ULRIKE KOLB | Hinter den Hügeln
Opening: Friday, 24 February 2012, 7 p.m.
Exhibition: 25 February - 24 March 2012
In her exhibition Hinter den Hügeln (Beyond the Hills) Ulrike Kolb presents photographic work from two consecutive series. At first glance the motifs could not be more different: atmospheric landscapes run into a functional architecture of dejection; diaphanous hoarfrost, reflecting waters, rising haze on hard edges, geometrical lines and contrasting surfaces; spacious panoramas of limited views.

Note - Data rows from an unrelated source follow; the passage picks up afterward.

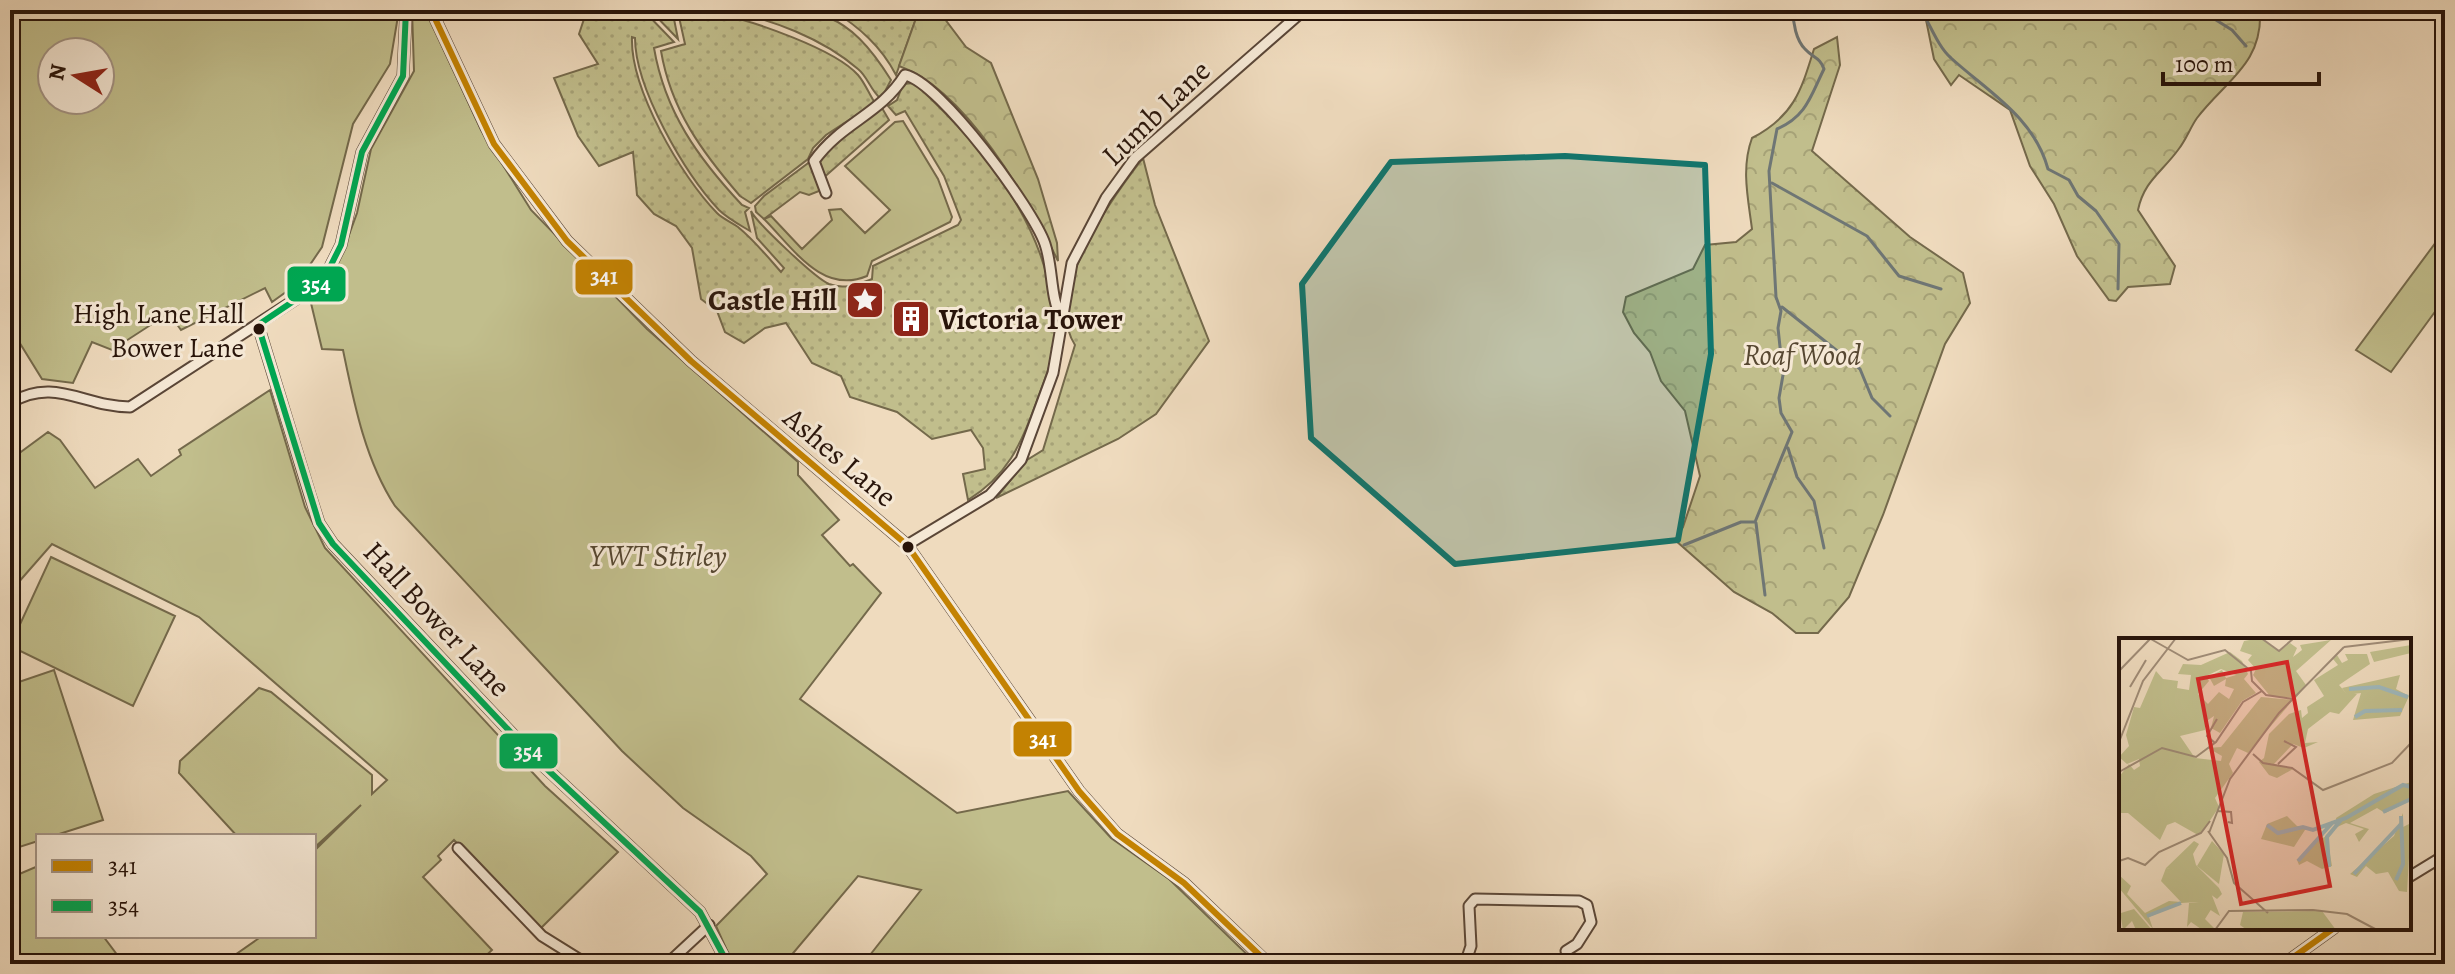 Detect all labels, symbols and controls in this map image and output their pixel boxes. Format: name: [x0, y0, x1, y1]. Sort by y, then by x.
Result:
north arrow: [36, 36, 116, 116]
scale bar: [2163, 36, 2319, 86]
text: 100 m: [2175, 48, 2234, 80]
street label: Lumb Lane: [1093, 51, 1219, 175]
text: N: [41, 62, 74, 83]
line badge: 341: [574, 258, 634, 296]
text: 341: [590, 262, 618, 292]
line badge: 354: [286, 265, 347, 303]
text: 354: [301, 270, 331, 300]
place icon: Castle Hill: [844, 279, 886, 321]
place label: Castle Hill: [708, 280, 837, 320]
place label: High Lane Hall Bower Lane: [73, 295, 244, 367]
building icon: Victoria Tower: [890, 298, 932, 340]
place label: Victoria Tower: [938, 299, 1123, 339]
marker: High Lane Hall Bower Lane: [251, 321, 267, 337]
park label: Roaf Wood: [1743, 335, 1861, 375]
street label: Ashes Lane: [774, 397, 905, 516]
street label: Hall Bower Lane: [354, 532, 520, 706]
park label: YWT Stirley: [589, 536, 727, 576]
unlabelled marker: [900, 539, 916, 555]
inset map: [2119, 638, 2411, 930]
line badge: 341: [1012, 720, 1073, 758]
text: 341: [1029, 725, 1057, 755]
line badge: 354: [498, 732, 559, 770]
text: 354: [513, 737, 543, 767]
legend: [36, 834, 316, 938]
text: 341: [108, 850, 137, 882]
text: 354: [108, 890, 139, 922]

Ulrike Kolb’s feeling for the beauty of specific landscapes, whether she photographs them in Bavaria, Brandenburg or South Africa, suggests it was groomed in the paintings of the Romantic or the Dutch School. Irrespective of how picturesque the sfumato of distant mountain ranges appears, how tender the green in groups of trees in the medium ground may seem or how scintillating the transparency of a lake in the forefront looks, these are in fact genuine photographs. Vital is the particular moment, a unique atmosphere, a lucky second, all of which are contained in the English word bliss. As this onomatopoeic word suggests, there is no bliss without tension. In Kolb’s landscapes it comes from civilizing cuts into the natural landscape: the cold turquoise strips of a swimming-pool, plastic buoys in water, a brick wall in front of a mountain panorama.
The series Im Haus der Stadt (In the City Building) is dominated by the vertical, by straight lines and surfaces, and by contrasting zones of light and shade. The architectural shapes and building materials displayed in fragments are both simple and functional, the places anonymous and unspectacular. By emphasizing the sculptural nature of stairs and doorways or the graphic impact of tiled floors, rows of windows and corrugated iron cladding, Ulrike Kolb’s framing gives these unassuming views an aesthetic quality. She succeeds in maintaining a balance between the abstract and the concrete, between the aestheticism of colour fields and the haptics of surfaces, whose traces of usage introduce a temporal dimension to the spatial arrangements.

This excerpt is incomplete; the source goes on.